Prompt =>
Going through the data below, copy out each line where the word "icon" shows up.
Supplied information below:
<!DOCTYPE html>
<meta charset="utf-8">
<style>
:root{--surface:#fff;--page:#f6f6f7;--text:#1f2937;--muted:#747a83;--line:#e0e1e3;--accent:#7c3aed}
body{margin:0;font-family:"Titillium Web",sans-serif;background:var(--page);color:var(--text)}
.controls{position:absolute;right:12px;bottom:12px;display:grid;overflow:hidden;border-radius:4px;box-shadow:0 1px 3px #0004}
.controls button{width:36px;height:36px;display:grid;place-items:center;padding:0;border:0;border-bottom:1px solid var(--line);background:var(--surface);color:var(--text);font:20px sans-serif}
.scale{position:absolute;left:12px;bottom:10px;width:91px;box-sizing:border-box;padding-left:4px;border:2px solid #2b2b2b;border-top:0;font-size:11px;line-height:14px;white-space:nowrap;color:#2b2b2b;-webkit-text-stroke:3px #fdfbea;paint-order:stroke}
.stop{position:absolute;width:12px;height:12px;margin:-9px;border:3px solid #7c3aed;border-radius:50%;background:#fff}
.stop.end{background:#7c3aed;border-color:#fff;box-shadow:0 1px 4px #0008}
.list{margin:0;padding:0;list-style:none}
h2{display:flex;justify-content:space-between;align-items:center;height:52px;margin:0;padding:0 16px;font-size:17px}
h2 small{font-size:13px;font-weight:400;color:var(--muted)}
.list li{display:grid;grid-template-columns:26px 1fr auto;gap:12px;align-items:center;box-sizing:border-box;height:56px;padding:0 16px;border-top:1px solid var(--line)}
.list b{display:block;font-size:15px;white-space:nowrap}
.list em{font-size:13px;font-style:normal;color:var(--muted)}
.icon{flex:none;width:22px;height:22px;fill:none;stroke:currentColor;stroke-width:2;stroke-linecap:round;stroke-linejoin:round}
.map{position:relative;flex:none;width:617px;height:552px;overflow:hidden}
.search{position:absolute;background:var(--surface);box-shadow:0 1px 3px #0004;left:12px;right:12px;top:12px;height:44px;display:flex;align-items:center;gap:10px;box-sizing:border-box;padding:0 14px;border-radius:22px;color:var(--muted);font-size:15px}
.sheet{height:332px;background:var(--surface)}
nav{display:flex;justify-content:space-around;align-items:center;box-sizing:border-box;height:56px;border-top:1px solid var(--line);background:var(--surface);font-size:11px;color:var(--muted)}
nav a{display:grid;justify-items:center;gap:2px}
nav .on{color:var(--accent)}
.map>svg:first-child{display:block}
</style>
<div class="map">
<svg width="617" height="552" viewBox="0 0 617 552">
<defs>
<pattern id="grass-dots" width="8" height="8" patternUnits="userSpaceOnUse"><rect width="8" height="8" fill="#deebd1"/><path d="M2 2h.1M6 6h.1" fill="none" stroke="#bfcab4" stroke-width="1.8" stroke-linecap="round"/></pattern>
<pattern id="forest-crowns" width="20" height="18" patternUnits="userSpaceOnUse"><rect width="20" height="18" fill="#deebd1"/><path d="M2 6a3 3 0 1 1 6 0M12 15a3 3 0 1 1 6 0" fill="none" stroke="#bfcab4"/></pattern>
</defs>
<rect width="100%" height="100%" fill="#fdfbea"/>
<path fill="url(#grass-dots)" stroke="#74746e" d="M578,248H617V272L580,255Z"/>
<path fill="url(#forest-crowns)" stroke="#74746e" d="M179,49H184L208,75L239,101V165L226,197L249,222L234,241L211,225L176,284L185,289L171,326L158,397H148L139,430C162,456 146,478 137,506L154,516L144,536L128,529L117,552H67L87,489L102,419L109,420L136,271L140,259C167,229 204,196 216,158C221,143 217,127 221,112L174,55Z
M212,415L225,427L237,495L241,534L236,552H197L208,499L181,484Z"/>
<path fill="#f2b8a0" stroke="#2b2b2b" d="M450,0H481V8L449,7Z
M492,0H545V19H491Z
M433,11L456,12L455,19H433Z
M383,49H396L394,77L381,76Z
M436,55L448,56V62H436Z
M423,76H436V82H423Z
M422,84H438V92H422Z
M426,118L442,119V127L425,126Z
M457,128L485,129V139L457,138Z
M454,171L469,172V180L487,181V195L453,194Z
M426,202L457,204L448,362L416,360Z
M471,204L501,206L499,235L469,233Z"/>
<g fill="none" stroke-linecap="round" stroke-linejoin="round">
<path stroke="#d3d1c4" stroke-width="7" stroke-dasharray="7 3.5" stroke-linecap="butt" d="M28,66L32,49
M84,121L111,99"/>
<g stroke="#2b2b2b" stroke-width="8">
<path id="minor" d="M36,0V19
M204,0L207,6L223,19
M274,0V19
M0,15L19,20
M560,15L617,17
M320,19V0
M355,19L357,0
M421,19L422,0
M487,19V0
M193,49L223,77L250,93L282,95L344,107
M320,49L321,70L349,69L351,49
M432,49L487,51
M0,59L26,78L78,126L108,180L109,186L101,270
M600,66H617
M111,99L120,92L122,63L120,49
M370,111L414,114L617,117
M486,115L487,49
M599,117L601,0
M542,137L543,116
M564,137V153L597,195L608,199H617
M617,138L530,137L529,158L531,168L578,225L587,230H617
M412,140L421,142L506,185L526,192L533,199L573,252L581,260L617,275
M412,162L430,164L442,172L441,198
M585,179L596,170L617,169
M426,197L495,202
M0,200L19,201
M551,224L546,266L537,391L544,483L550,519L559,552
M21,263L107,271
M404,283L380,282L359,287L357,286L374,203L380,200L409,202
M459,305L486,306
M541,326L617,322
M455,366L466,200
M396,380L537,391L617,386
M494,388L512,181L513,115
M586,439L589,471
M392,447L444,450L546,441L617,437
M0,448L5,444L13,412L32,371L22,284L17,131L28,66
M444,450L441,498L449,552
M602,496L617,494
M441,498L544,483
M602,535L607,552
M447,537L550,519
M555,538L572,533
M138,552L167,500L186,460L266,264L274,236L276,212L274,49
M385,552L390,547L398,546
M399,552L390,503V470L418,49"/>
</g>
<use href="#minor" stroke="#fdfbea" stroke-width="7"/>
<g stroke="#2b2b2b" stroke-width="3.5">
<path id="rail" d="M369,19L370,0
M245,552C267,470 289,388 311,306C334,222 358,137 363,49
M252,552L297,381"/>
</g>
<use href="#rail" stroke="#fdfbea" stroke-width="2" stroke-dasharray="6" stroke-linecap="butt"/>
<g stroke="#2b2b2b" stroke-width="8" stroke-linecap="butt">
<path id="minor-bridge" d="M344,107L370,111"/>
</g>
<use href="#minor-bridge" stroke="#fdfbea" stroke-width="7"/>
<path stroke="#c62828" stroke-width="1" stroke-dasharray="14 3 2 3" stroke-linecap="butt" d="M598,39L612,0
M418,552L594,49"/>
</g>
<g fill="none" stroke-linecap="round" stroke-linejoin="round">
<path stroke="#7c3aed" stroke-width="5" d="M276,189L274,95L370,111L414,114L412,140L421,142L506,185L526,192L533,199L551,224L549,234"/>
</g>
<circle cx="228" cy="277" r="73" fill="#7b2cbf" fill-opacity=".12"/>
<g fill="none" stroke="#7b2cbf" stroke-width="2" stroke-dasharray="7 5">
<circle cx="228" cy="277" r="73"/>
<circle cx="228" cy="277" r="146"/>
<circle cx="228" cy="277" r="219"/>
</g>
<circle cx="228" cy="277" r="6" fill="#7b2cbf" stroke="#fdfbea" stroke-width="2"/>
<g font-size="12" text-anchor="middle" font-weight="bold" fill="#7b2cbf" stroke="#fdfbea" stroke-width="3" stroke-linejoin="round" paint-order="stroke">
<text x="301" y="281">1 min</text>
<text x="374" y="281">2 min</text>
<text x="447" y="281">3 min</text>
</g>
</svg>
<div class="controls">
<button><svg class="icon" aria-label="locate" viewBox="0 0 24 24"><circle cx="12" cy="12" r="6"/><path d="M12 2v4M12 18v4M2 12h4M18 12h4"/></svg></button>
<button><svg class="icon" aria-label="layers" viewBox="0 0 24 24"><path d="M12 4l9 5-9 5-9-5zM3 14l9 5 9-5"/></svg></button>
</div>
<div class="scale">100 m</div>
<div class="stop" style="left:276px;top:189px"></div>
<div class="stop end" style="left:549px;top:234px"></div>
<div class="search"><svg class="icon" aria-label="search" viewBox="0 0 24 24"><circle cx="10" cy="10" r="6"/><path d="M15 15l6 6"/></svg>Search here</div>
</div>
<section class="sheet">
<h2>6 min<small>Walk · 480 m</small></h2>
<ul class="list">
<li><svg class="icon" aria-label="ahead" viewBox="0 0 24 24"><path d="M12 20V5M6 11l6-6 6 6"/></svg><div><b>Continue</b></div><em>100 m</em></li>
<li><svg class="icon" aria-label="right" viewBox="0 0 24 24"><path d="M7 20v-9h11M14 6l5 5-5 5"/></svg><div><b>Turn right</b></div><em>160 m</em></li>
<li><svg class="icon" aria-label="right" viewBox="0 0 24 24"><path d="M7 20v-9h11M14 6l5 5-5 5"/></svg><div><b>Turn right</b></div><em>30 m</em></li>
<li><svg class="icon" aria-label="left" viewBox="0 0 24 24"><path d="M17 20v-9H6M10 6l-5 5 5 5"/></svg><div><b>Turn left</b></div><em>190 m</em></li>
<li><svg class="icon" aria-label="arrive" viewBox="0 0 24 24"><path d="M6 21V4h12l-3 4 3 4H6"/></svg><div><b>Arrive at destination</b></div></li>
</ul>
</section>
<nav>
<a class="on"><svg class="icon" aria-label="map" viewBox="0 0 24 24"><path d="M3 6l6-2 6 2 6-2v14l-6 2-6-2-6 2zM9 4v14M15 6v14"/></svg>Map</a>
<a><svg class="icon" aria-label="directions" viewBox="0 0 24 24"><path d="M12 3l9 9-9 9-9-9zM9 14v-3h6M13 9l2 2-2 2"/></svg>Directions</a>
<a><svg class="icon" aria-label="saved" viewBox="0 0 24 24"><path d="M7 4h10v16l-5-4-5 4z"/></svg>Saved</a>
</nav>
End of Supplied information.
Expected answer =>
.icon{flex:none;width:22px;height:22px;fill:none;stroke:currentColor;stroke-width:2;stroke-linecap:round;stroke-linejoin:round}
<button><svg class="icon" aria-label="locate" viewBox="0 0 24 24"><circle cx="12" cy="12" r="6"/><path d="M12 2v4M12 18v4M2 12h4M18 12h4"/></svg></button>
<button><svg class="icon" aria-label="layers" viewBox="0 0 24 24"><path d="M12 4l9 5-9 5-9-5zM3 14l9 5 9-5"/></svg></button>
<div class="search"><svg class="icon" aria-label="search" viewBox="0 0 24 24"><circle cx="10" cy="10" r="6"/><path d="M15 15l6 6"/></svg>Search here</div>
<li><svg class="icon" aria-label="ahead" viewBox="0 0 24 24"><path d="M12 20V5M6 11l6-6 6 6"/></svg><div><b>Continue</b></div><em>100 m</em></li>
<li><svg class="icon" aria-label="right" viewBox="0 0 24 24"><path d="M7 20v-9h11M14 6l5 5-5 5"/></svg><div><b>Turn right</b></div><em>160 m</em></li>
<li><svg class="icon" aria-label="right" viewBox="0 0 24 24"><path d="M7 20v-9h11M14 6l5 5-5 5"/></svg><div><b>Turn right</b></div><em>30 m</em></li>
<li><svg class="icon" aria-label="left" viewBox="0 0 24 24"><path d="M17 20v-9H6M10 6l-5 5 5 5"/></svg><div><b>Turn left</b></div><em>190 m</em></li>
<li><svg class="icon" aria-label="arrive" viewBox="0 0 24 24"><path d="M6 21V4h12l-3 4 3 4H6"/></svg><div><b>Arrive at destination</b></div></li>
<a class="on"><svg class="icon" aria-label="map" viewBox="0 0 24 24"><path d="M3 6l6-2 6 2 6-2v14l-6 2-6-2-6 2zM9 4v14M15 6v14"/></svg>Map</a>
<a><svg class="icon" aria-label="directions" viewBox="0 0 24 24"><path d="M12 3l9 9-9 9-9-9zM9 14v-3h6M13 9l2 2-2 2"/></svg>Directions</a>
<a><svg class="icon" aria-label="saved" viewBox="0 0 24 24"><path d="M7 4h10v16l-5-4-5 4z"/></svg>Saved</a>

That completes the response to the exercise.